About this exercise. Could you restate word for word each line from the top of the listing below through the line containing "border:12px solid #d22;"? Keep the pictures out.

-------- Exercise data

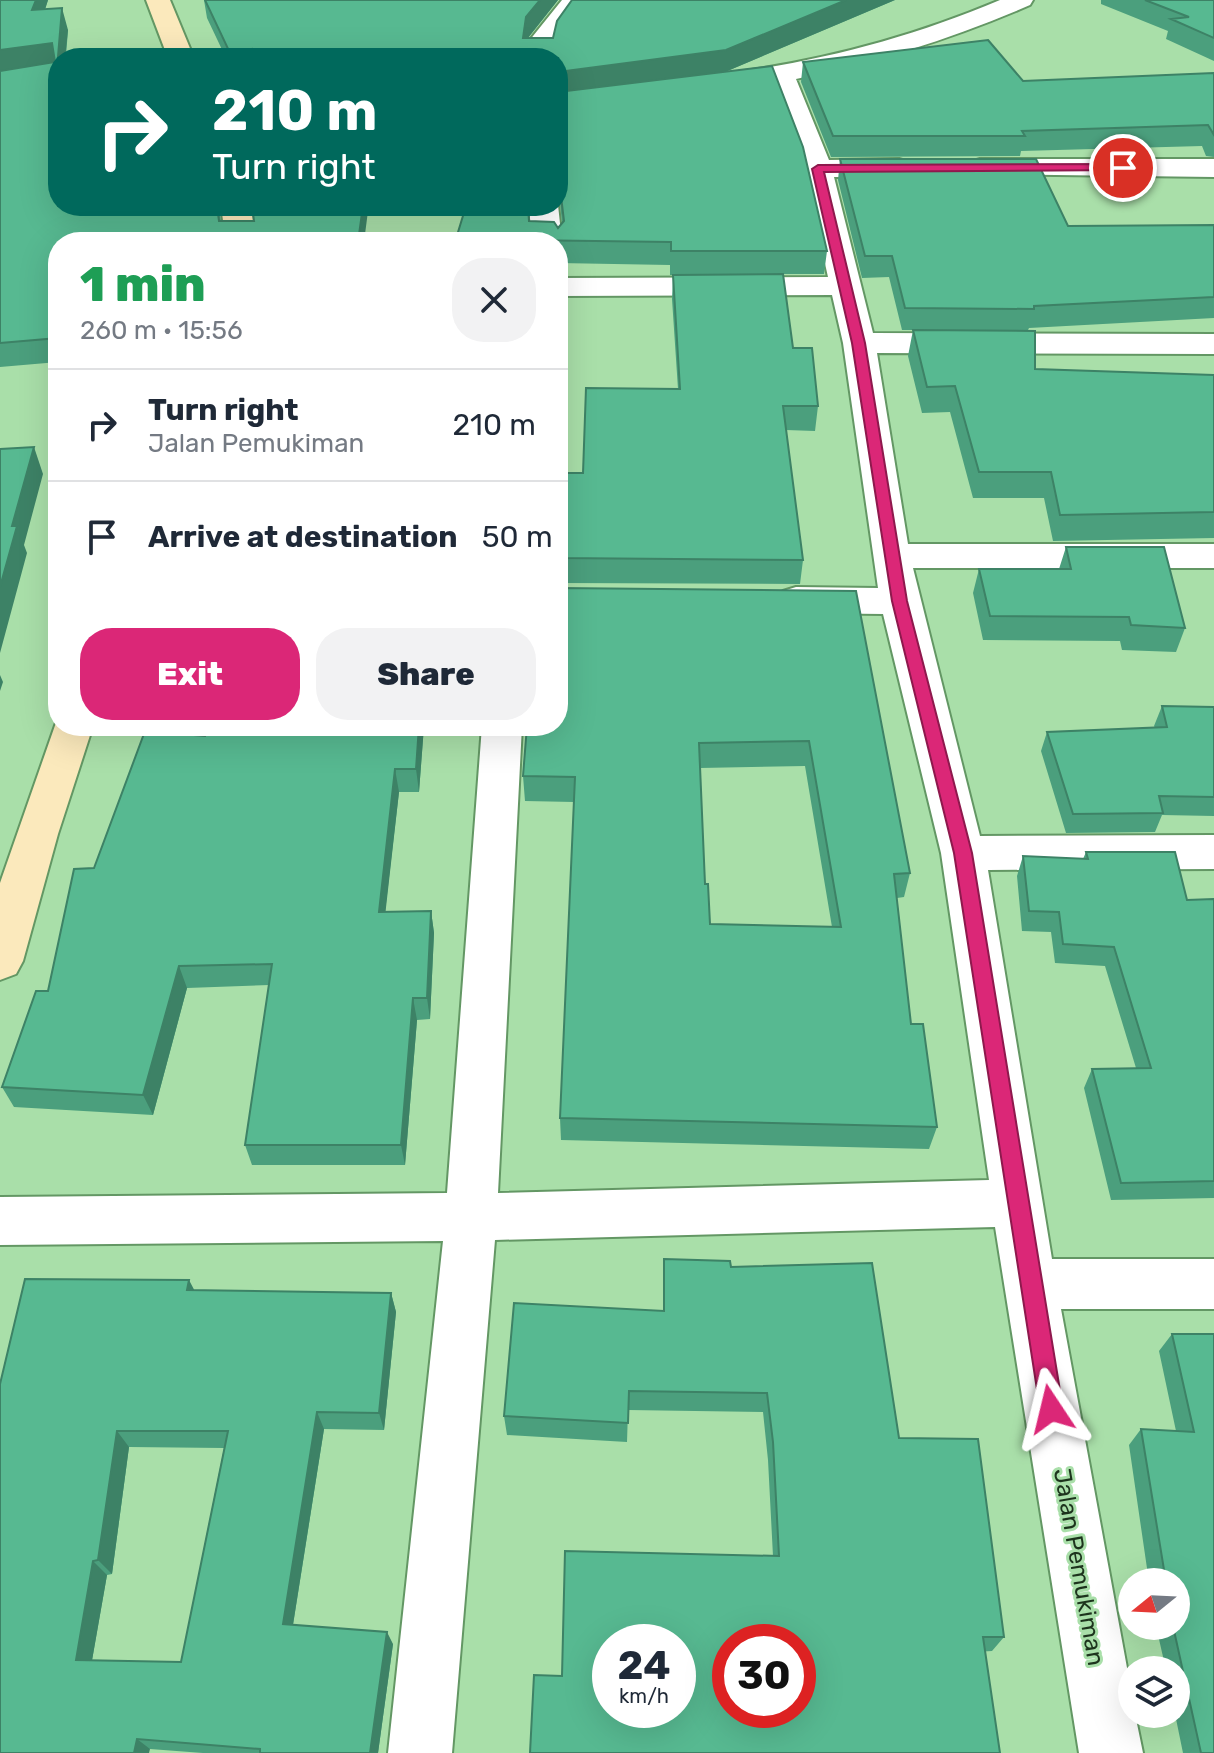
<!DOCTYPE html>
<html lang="en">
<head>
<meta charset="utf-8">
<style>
  body { margin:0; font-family:Rubik,sans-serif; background:#f2f2f3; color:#1f2937; height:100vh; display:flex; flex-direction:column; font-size:30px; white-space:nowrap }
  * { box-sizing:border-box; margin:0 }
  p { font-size:26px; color:#747a83 }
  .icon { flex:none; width:44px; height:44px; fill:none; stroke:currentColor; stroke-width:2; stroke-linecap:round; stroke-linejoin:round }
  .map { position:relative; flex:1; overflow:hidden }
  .drawer { position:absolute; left:48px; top:232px; width:520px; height:504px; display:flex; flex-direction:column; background:#fff; border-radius:32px; box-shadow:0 8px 32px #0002 }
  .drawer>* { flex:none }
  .guide { position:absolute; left:48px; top:48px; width:520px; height:168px; border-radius:32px; box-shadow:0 8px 32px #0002; background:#00695c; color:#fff; overflow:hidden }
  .needle { width:52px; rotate:252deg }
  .fabs { position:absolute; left:1118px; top:1568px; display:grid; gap:16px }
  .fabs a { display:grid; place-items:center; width:72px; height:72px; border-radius:50%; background:#fff; box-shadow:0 8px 32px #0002; font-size:40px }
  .speed { position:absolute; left:592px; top:1624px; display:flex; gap:16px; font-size:40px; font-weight:700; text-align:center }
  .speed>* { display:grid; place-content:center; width:104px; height:104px; border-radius:50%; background:#fff; box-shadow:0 8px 32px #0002; line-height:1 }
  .speed small { font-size:20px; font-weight:400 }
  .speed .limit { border:12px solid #d22; background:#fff; color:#111 }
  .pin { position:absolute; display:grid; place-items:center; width:68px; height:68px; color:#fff; margin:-34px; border:4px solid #fff; border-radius:50%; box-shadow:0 2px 8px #0007 }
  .me { position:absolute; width:88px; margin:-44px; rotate:350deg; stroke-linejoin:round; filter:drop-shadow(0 0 6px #0008) }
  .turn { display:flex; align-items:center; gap:28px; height:168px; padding:0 32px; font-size:36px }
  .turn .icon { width:104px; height:104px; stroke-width:2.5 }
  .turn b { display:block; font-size:56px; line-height:68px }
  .round { display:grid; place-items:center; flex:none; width:84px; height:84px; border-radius:32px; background:#f2f2f3 }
  .head { display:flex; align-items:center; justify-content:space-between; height:136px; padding:0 32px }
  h1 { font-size:48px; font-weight:800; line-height:60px; color:#1e9e55 }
  .action { display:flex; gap:16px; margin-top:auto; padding:16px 32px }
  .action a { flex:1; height:92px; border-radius:32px; background:#db2777; color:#fff; font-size:32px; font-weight:800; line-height:92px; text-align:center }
  .action a+a { background:#f2f2f3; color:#1f2937 }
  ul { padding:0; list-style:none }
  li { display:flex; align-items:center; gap:24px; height:112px; padding:0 32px; border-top:2px solid #e0e1e3 }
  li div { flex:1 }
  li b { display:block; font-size:30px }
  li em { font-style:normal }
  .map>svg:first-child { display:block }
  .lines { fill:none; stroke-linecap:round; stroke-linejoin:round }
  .street-casing { stroke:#639764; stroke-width:4 }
  .secondary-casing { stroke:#639764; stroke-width:4 }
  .street { fill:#fff; fill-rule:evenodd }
  .secondary { fill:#fbe9bc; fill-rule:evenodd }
  .wall { fill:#4b9f7d; fill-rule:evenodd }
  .shaded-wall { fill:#3d8266 }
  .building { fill:#57b991; stroke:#3d8266; stroke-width:2; fill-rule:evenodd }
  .route { fill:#db2777; stroke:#8e194d; stroke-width:2 }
  .labels { text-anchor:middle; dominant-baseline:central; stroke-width:6; stroke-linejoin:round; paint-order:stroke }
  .street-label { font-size:24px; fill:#1d331d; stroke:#a9dfa9 }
</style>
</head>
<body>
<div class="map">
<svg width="1214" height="1753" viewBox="0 0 1214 1753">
  <rect width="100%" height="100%" fill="#a9dfa9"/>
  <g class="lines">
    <g class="street-casing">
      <path id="street" d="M562,0H587L555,42L552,58H526L529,41Z
        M1000,0H1033L1030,5C954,38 877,62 796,79L829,160L899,159L909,162L913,168L909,174L899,177H834L873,333L1214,334V354L877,353L908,544H1214V568H913L980,836L1214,835V869L988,870L1052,1259H1214V1309H1061L1132,1695V1714H1135L1143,1753H1079L995,1227L495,1240L452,1753H388L443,1241L0,1245V1197L447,1193L482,726H522L498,1193L989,1180L941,853L883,614L796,613L783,609L777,600L783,591L796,587L878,588L843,343L832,295L558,296V278L828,277L804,169L772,83L715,91L706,89L702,83L706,77L715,75C814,63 908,39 1000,0Z
        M980,159H1214V177L970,174L966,168L970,162Z
        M558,205L562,242L558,248V242H532L529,206Z"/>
    </g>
    <g class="secondary-casing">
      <path id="secondary" d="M146,0H170L194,58H168Z
        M221,206H251L256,242H226Z
        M58,717V726H93L58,834L23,961L16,974L0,980V883Z"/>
    </g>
    <use href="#street" class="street"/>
    <use href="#secondary" class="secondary"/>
  </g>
  <path class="wall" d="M0,0H48L45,9L68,30L66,56L86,54L87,58H58V206H219L221,221H254L252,206H409L58,242V362L0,367Z
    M204,0H558L528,38H553L895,0L725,72L827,251L824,274H783L793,348L818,406L815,431L786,430L803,560L800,584L558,583V473H583L678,389L672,299L673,275H670V265L558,263V242H455L529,221L558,228L562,223L560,203H558V58H226L207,18Z
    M1101,0H1214V61L1166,39L1168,31L1101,4Z
    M803,62L1023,81L1214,73V157L1206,156L1202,146L1021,151L1020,156L831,157L801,82Z
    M840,159L1068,226L1214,225V318L1029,328L1028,330H902L889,277L862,278L838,180Z
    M913,330L1035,369L1214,375V538L1053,541L1044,498H973L950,412L922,413L908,356Z
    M1066,547L1185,628L1176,652L1122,650L1120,641L983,640L973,593L979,569H1059Z
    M856,591L910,873L904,897L897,898L911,1024L937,1127L929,1149L561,1140L560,1118L574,802L525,801L523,776ZM805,766L832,927L710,924L705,884L700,768Z
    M1162,706L1214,707V816L1162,815L1155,832L1066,833L1041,751L1047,732L1155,728L1154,726Z
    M207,726H424L419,792H399L385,912L431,911L434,933L430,1019L417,1020L405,1165H252L245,1145L269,985L187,988L153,1115L14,1107L2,1087L48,991L94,868L205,736Z
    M1086,852L1187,900L1214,899V1198L1111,1200L1084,1088L1092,1069L1136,1068L1105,966L1055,963L1051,932L1022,931L1017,876L1023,856L1083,859Z
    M664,1259L731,1267L899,1438L1004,1637L992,1651L562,1676L773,1556L768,1460L763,1412L628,1410L627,1442L507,1435L504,1416L663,1311Z
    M194,1290L391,1293L396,1312L384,1430L324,1429L293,1625L393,1644L378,1753H203L150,1749L0,1753V1384ZM129,1447L224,1448L181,1662L92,1660L107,1575L112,1574Z
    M1172,1334H1214V1753H1183L1175,1714H1176V1670H1166L1156,1626H1176V1582H1149L1129,1445L1141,1429L1176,1431L1159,1351Z"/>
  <path class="shaded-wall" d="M36,0H48L38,32L32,10Z
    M540,0H558L527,39L523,38L526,17Z
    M846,0H895L725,72L558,95V72Z
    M62,8L68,30L65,58H58Z
    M52,43L58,65L0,73V50Z
    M252,49L254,58H231L230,53Z
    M363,206H409L368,211L364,242H358Z
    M34,447L43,474L24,545L27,553L0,653V587L12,526Z
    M0,675L3,682L0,691Z
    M419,726H424L419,792L416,769Z
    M395,769L399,792L383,934L379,912Z
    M431,911L434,933L430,1019L427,998Z
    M179,966L187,988L153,1115L143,1095Z
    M413,998L417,1020L405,1165L401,1145Z
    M189,1280L199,1299L187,1290Z
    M391,1293L396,1312L384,1430L379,1413Z
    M317,1412L324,1429L291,1637L283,1624Z
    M117,1431L129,1447L112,1574L98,1560Z
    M93,1561L107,1575L90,1672L76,1660Z
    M387,1632L393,1644L378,1753H370Z
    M137,1739L150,1749L149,1753H134Z"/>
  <path class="building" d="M0,0H36L32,10L62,8L58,57L86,54V58H58V206H217L219,221H254L252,206H363L358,242H58V338L0,343V71L55,62L52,43L0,50Z
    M205,0H540L526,17L523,38H553L557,21L572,0H846L726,50L558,72V58H255L252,49L230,53Z
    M1145,0H1214V38L1171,19L1189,17Z
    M988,40L1023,81L1214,73V135L1208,125L1022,131L1025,136H833L803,62Z
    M772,66L803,147L827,251H671V242L519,240V242H455L466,206H528L529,221L554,222L558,228L564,221L559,180H558V92Z
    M840,159H1036L1068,226L1214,225V297L1034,306V309L905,308L892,256H865Z
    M783,274L793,348H812L818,406H783L803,560L558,558V473H583L586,388L680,389L673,275Z
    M913,330L1035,331V369L1214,375V512L1060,515L1051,472H979L955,386L927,387Z
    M34,447L12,526H17L0,587V449Z
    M1066,547H1164L1185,628L1131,625L1129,617L990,616L979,569H1071Z
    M558,588L856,591L910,873L894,874L911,1024H923L937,1127L560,1118L575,777L523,776L527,726H558ZM809,741L841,927L710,924L708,884H705L699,743Z
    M1162,706L1214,707V797L1159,796L1163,813L1073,814L1047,732L1167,727Z
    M207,726H419L416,769H395L379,912L431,911L427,998H413L401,1145H245L272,964L179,966L143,1095L2,1087L36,991H48L74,869L94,868L145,731L205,736Z
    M1086,852H1175L1187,900L1214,899V1181L1121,1183L1092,1069L1151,1068L1114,947L1063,944L1059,912L1029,911L1023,856L1088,859Z
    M664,1259L730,1261L731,1267L872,1263L899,1438L978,1439L1004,1637H983L1000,1753H530L534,1675L562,1676L565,1551L779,1556L773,1442L767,1393L629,1391L628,1423L504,1416L514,1303L664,1311ZM610,1642H678V1710H610ZM730,1642H798V1710H730Z
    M25,1279L189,1280L187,1290L391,1293L379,1413L317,1412L283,1624L387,1632L370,1753H260V1749L137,1739L134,1753H0V1384ZM117,1431H228L181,1662L76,1660L93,1561L98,1560Z
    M1172,1334H1214V1753H1201L1173,1626H1176V1582H1166L1141,1429L1194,1432Z"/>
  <path class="route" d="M1123,164L1127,165V170L824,172L865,343L907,601L972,853L1063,1409L1060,1417L1051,1421L1043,1417L1040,1409L954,853L892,601L852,343L812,169L818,165Z"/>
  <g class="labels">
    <g class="street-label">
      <text transform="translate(1079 1567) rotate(80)">Jalan Pemukiman</text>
    </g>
  </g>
</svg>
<div class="fabs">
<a><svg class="needle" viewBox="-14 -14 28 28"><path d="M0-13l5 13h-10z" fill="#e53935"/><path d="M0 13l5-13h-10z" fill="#747a83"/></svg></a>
<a><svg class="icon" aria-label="layers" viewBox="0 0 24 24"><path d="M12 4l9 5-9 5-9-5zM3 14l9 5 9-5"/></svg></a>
</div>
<div class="speed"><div>24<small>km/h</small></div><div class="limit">30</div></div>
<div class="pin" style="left:1123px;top:168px;background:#d93025"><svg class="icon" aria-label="arrive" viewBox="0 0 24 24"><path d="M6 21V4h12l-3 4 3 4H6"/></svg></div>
<svg class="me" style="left:1051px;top:1409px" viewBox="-20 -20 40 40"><path d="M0-17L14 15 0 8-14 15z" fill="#db2777" stroke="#fff" stroke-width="4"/></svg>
<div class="guide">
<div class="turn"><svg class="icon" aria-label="right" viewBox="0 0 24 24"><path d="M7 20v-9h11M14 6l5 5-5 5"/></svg><div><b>210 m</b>Turn right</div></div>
</div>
<section class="drawer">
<div class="head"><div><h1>1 min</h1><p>260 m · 15:56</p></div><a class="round"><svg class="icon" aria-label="close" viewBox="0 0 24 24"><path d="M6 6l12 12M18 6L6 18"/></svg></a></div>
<ul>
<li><svg class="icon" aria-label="right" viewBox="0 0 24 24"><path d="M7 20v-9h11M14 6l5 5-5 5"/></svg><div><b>Turn right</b><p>Jalan Pemukiman</p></div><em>210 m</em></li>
<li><svg class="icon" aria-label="arrive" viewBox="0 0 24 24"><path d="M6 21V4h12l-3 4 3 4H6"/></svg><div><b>Arrive at destination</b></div><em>50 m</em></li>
</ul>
<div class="action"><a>Exit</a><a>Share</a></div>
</section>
</div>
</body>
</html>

----------------

Solution to the problem.
<!DOCTYPE html>
<html lang="en">
<head>
<meta charset="utf-8">
<style>
  body { margin:0; font-family:Rubik,sans-serif; background:#f2f2f3; color:#1f2937; height:100vh; display:flex; flex-direction:column; font-size:30px; white-space:nowrap }
  * { box-sizing:border-box; margin:0 }
  p { font-size:26px; color:#747a83 }
  .icon { flex:none; width:44px; height:44px; fill:none; stroke:currentColor; stroke-width:2; stroke-linecap:round; stroke-linejoin:round }
  .map { position:relative; flex:1; overflow:hidden }
  .drawer { position:absolute; left:48px; top:232px; width:520px; height:504px; display:flex; flex-direction:column; background:#fff; border-radius:32px; box-shadow:0 8px 32px #0002 }
  .drawer>* { flex:none }
  .guide { position:absolute; left:48px; top:48px; width:520px; height:168px; border-radius:32px; box-shadow:0 8px 32px #0002; background:#00695c; color:#fff; overflow:hidden }
  .needle { width:52px; rotate:252deg }
  .fabs { position:absolute; left:1118px; top:1568px; display:grid; gap:16px }
  .fabs a { display:grid; place-items:center; width:72px; height:72px; border-radius:50%; background:#fff; box-shadow:0 8px 32px #0002; font-size:40px }
  .speed { position:absolute; left:592px; top:1624px; display:flex; gap:16px; font-size:40px; font-weight:700; text-align:center }
  .speed>* { display:grid; place-content:center; width:104px; height:104px; border-radius:50%; background:#fff; box-shadow:0 8px 32px #0002; line-height:1 }
  .speed small { font-size:20px; font-weight:400 }
  .speed .limit { border:12px solid #d22; background:#fff; color:#111 }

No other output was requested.